Thursday, August 23, 2007

The Unconference: Nobody told me I actually was supposed to attend

I'll start by saying that up until a couple of days ago, my only concept of an uncoference was the BIGWIG Social Software Showcase. But when I started to peruse the set of del.icio.us links for the Aug. 23 broadcast of Uncontrolled Vocabulary, which includes (by inference anyway) the ALA Bigwig SSS in the line-up of unconferences, I realized that I had misunderstood the concept of the unconference in a fairly big way. Nonetheless after letting that realization roll around in my head for a while, I have decided I really like my misconstrued version of the unconference.

Here is the story to explain what I am talking about: When I ran across the Bigwig SSS through some wandering on the interwebs, I did get the idea that it was an unconference according to the concept as generally understood. It is an event that attempts to turn some of the elements of a traditional conference on on their heads. I got that about Bigwig SSS--the participants/organizers were using an ALA annual format (the interest group meeting) for a purpose for which it was not really intended--having a "session" that in normal ALA time (think dog years to the nth power) would take at least a year to organize. It was also clear that the participants were the presenters as is inherent in the idea of an unconference. But I don't think that was what pulled me out of my usual diffidence to actually create an account on the Bigwig Wiki; follow Bigwig on Twitter, keep an eye on the Bigwig Meebo room, join the Bigwig SSS group on Facebook, and generally keep up the the presenters as they contributed to the wiki.

All the while I was doing that, I was thinking of Bigwig SSS as an unconference because it was actually something allowed me to participate in ALA annual without having to be there, without having to pay the outrageous amount of money required to be there, without having to finesse some way for MPOW to pay for me to be there, and without trying recover from the funk that large professional gathering inevitably produce in me. (Another form of my diffidence is a phobia of large annual conferences of professional societies--I still have scars from my first profession).
So my "unconference" was watching the various ways in which devlopments in the Bigwig SSS manifest themselves on in the days leading up to the event. I delighted in the way that Karen Schneider's video on LOCKSS and digital preservation got me thinking in interesting ways about something that I normally don't ever think about. I ended up with my own versions of the chicken/egg phenomenon because of Michael Porter's presentation about Facebook--did I revive my ancient and unused Facebook account because I wanted to be in the Bigwig SSS or did I end up in the Bigwig SSS because Michael's presentation inspired me to dust off that old account? More or less the same thing was going on with Iris Jastram's introduction to Meebo rooms.

I did recognize the significance of the actual event where people showed up on Saturday, June 23rd, from 1:30-2:30 in the Renaissance Mayflower Cabinet Room, but my own version of the unconference kept telling me that the event was just as much about those of us out there twittering and meebo-ing our way into the conversation as it was about the participants/presenters who would show up in the physical room in DC. That fell apart for me when that afternoon found me in a long, semi-emergency visit to the vet with one of my cats --the findings in a scheduled exam in the AM grew into a series of tests and the development of a treatment plane, and...(kitty is now fine, or as fine as you can hope geriatric kitties can be). After kitty and I recovered from the vet visit, the actual Bigwig SSS event in DC was long over. Nonetheless, I still thought that I could get my voice into the conversation in whatever archives or transcripts there were.
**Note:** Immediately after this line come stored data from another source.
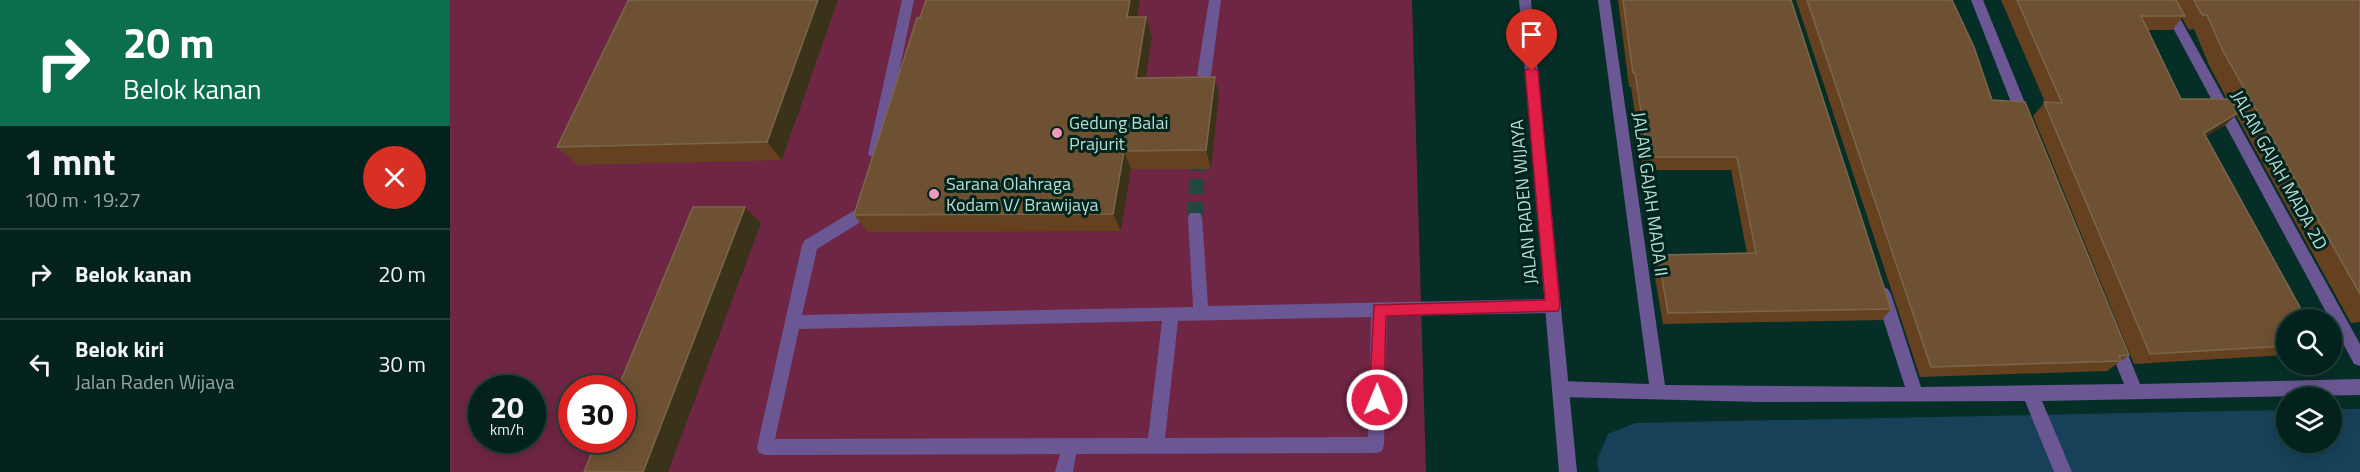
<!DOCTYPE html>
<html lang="id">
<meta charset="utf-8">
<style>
body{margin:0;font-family:"Titillium Web",sans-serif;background:#0d2a26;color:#f1f3f6;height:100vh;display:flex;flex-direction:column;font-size:22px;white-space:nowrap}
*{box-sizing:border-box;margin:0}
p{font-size:20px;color:#97a4a4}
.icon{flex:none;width:33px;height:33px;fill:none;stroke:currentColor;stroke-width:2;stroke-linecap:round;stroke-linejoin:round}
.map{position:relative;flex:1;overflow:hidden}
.panel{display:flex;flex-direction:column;background:#04221d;width:450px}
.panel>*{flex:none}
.top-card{background:#0b6e4f;color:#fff;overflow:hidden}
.controls{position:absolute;left:1826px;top:309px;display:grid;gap:12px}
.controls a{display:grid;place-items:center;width:66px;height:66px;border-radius:50%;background:#04221d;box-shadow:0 3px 15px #0003,0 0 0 2px #253f3b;font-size:30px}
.speed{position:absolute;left:18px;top:375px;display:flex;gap:12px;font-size:30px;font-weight:700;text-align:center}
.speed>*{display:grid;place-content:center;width:78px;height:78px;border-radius:50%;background:#04221d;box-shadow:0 3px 15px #0003,0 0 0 2px #253f3b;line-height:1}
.speed small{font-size:15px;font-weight:400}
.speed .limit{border:9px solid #d22;background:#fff;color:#111}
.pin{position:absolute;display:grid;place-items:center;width:51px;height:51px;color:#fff;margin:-62px -26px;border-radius:50% 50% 50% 0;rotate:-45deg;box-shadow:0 0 6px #0007}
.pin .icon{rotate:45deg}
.me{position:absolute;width:66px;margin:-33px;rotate:1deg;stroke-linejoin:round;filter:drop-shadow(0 0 4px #0008)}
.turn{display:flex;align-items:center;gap:21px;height:126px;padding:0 24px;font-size:27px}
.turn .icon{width:78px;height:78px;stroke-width:2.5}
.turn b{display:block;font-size:42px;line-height:51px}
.round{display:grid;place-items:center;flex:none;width:63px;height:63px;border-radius:32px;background:#0d2a26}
.overview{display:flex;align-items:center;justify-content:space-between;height:102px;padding:0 24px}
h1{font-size:36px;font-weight:700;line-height:45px}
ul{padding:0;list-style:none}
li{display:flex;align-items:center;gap:18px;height:90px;padding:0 24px;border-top:2px solid #253f3b}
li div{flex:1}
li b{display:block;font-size:22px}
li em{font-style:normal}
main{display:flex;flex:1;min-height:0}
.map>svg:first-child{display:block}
.green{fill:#6f2644;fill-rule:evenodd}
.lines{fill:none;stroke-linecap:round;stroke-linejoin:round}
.river{fill:#174159;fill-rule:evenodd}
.minor-tunnel{stroke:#204841;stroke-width:15;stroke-dasharray:15 8;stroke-linecap:butt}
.minor{fill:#6a5794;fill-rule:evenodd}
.tertiary{fill:#6a5794;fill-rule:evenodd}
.wall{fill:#65411f;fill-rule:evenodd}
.shaded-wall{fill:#3b321a}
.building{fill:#6e5132;stroke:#7a674b;stroke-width:1.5}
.route{fill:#e11d48;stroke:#92132f;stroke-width:1.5}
.poi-dot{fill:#ef9ab8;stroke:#00241d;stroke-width:2}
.labels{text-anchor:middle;stroke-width:6;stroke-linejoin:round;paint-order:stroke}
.poi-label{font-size:18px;fill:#b9dcd2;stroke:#00241d;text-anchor:start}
.street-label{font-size:18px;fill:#b9dcd2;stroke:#00241d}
</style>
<main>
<section class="panel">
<div class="top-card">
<div class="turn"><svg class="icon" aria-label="right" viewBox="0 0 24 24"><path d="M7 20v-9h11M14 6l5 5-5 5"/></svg><div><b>20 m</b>Belok kanan</div></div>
</div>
<div class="overview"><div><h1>1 mnt</h1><p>100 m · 19:27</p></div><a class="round" style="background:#d93025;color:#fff"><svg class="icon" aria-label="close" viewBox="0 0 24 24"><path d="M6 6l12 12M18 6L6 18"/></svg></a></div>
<ul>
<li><svg class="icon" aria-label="right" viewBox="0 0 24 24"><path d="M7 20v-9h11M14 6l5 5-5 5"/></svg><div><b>Belok kanan</b></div><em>20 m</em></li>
<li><svg class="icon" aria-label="left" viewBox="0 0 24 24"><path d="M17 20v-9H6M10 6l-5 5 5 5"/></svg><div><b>Belok kiri</b><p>Jalan Raden Wijaya</p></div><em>30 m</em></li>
</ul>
</section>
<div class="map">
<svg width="1910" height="472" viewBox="0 0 1910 472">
<rect width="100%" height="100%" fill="#052e27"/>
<!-- green -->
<path class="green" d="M0 0H962L976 472H0ZM32 388H82V440H32ZM122 388H172V440H122Z"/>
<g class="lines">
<!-- river -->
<polygon class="river" points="1881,409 1910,409 1910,472 1149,472 1147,460 1158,434 1185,423 1836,410 1836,442 1881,442"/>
<!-- minor-tunnel -->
<polyline class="minor-tunnel" points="745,217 748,149"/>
<!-- minor -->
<g class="minor">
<polygon points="452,0 464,0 432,154 425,160 418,154"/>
<polygon points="759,0 771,0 761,75 754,80 747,75"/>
<polygon points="1148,0 1160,0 1215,385 1455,387 1425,294 1428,289 1433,287 1438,289 1441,294 1471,387 1674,384 1657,342 1659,337 1665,335 1671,337 1690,384 1910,379 1910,395 1592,401 1622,472 1604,472 1575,401 1310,402 1110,397 1104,394 1102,389 1104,384 1110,381 1199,384"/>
<polygon points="1521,0 1533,0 1582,120 1580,124 1570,124 1568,120"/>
<polygon points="1708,0 1720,0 1910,344 1910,366 1904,364"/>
<path d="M415 195 420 197 422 201 417 218 367 249 352 315 743 307 738 217 740 213H750L752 217 758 306 1103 299 1109 301 1111 306 1109 311 1103 313 937 316 934 445 932 451 926 453 626 454 623 472H605L610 454 315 455 309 453 307 447 352 245 355 240 405 210 410 197ZM921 317 918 437 715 438 728 321ZM712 321 698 438 325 439 349 329Z"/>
</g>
<!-- tertiary -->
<polygon class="tertiary" points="1069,0 1081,0 1127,472 1109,472"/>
</g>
<!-- wall -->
<g class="wall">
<polygon points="183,0 388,0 332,160 128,165 107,147"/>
<polygon points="476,0 690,0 687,17 696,17 702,37 696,78 769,96 761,169 681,169 671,231 418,232 404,215"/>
<polygon points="1168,0 1341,0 1441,309 1432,320 1213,324 1203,266 1208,255 1297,253 1281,170 1193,170 1181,87 1179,87"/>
<polygon points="1346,0 1502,0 1542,100 1679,355 1657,371 1470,377"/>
<path d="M1551 0H1910V322L1901 323 1786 115 1774 126 1756 136 1836 320V355L1684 364 1583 116 1595 102ZM1732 18 1739 30 1744 29 1759 65 1777 99H1731L1698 30H1722Z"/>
</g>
<!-- shaded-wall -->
<g class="shaded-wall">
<polygon points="368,0 388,0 332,160 317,142"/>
<polygon points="680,0 690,0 684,37 677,17"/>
<polygon points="696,17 702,37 693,97 686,78"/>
<polygon points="765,77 769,96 761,169 756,150"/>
<polygon points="1788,113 1774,126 1739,146 1754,133"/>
<polygon points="674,151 681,169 671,231 663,214"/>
<polygon points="295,207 311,223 218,472 193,472"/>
</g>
<!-- building -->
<g class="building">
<polygon points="183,0 368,0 317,142 107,147 178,1"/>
<polygon points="476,0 680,0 677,17 696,17 686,78 765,77 756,150 674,151 663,214 404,215 467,18 470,18"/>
<polygon points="1173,0 1341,0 1441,309 1218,313 1208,255 1306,253 1287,157 1198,157 1185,73 1183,73"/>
<polygon points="1357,0 1502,0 1524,47 1542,100 1575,102 1679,355 1669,356 1671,361 1481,367"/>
<polygon points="1567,0 1726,0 1735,16 1691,16 1731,99 1781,99 1788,113 1754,133 1857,320 1836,320 1836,346 1700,354 1594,102 1612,103"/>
<polygon points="1744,0 1910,0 1910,294 1773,51 1757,15 1752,15"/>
<polygon points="243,207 295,207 193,472 134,472 147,440 172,440 172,388 168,388"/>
</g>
<!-- route -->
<polygon class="route" points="1082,66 1088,71 1110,306 1108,311 936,316 934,400 932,405 922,405 919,400 924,305 1095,300 1075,71"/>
<!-- markers -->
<g class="poi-dot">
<circle cx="607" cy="133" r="6"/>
<circle cx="484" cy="194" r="6"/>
</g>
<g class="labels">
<!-- poi labels -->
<g class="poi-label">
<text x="619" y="129">Gedung Balai<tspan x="619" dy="21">Prajurit</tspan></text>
<text x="496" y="190">Sarana Olahraga<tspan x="496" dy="21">Kodam V/ Brawijaya</tspan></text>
</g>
<!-- street labels -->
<g class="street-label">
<text transform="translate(1829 170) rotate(61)" y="6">JALAN GAJAH MADA 2D</text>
<text transform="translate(1200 194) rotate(82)" y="6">JALAN GAJAH MADA II</text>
<text transform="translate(1074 202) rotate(-95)" y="6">JALAN RADEN WIJAYA</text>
</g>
</g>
</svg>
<div class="controls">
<a><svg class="icon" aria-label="search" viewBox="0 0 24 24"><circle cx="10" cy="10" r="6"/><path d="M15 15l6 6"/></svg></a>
<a><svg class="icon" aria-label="layers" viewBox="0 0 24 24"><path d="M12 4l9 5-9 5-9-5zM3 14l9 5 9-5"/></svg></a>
</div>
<div class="speed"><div>20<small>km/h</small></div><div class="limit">30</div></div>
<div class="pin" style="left:1082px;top:71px;background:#d93025"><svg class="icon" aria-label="arrive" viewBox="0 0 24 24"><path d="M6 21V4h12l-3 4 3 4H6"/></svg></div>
<svg class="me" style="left:927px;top:400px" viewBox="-20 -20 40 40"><circle r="17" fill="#e11d48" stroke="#fff" stroke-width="3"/><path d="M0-11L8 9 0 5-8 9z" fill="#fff"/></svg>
</div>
</main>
What I found was that some folks did drop into the Meebo room and there were valiant efforts to convey the conversation taking place in the physical room. I also saw several tweets, but the conversation that I had been expecting just did not seem to materialize, or at least it did not emerge in a place that was apparent to me. In the days following the event, there was the blog post that got away (I even have a draft of a sentence or two) in which I thought I would sort through my disappointment at not being present for the event and speculate on ways that the bits of the event that I experienced were satisfying and why, but that line of thought has remained mostly in my head.

In my following of the collection of links for Uncontrolled Vocabulary, I finally realized that an unconference is still about the event and the people who show up in real time and what I glimpsed in the Bigwig SSS was a lot more than that. I very much appreciate the way that unconference events embrace discovery and I hope I will end up at one of these events some day. I am now drawn back to what the Bibwig folks said about the that the label unconference being simply the closest term than could come up with to describe what they were after. Now I really understand that what I was drawn to in the Bigwig SSS was so much more than an unconference. I wanted the event, but more so I wanted voices coming through as many channels as is possible/practical. I wanted to event to precede and follow the real time interactions. I think I got some of that and I also got an enriched sense of the kind of event I keep looking for, and sometimes finding, out on the interwebs.

Thanks BigWig and Uncontrolled Vocabulary for pushing my mind in this direction.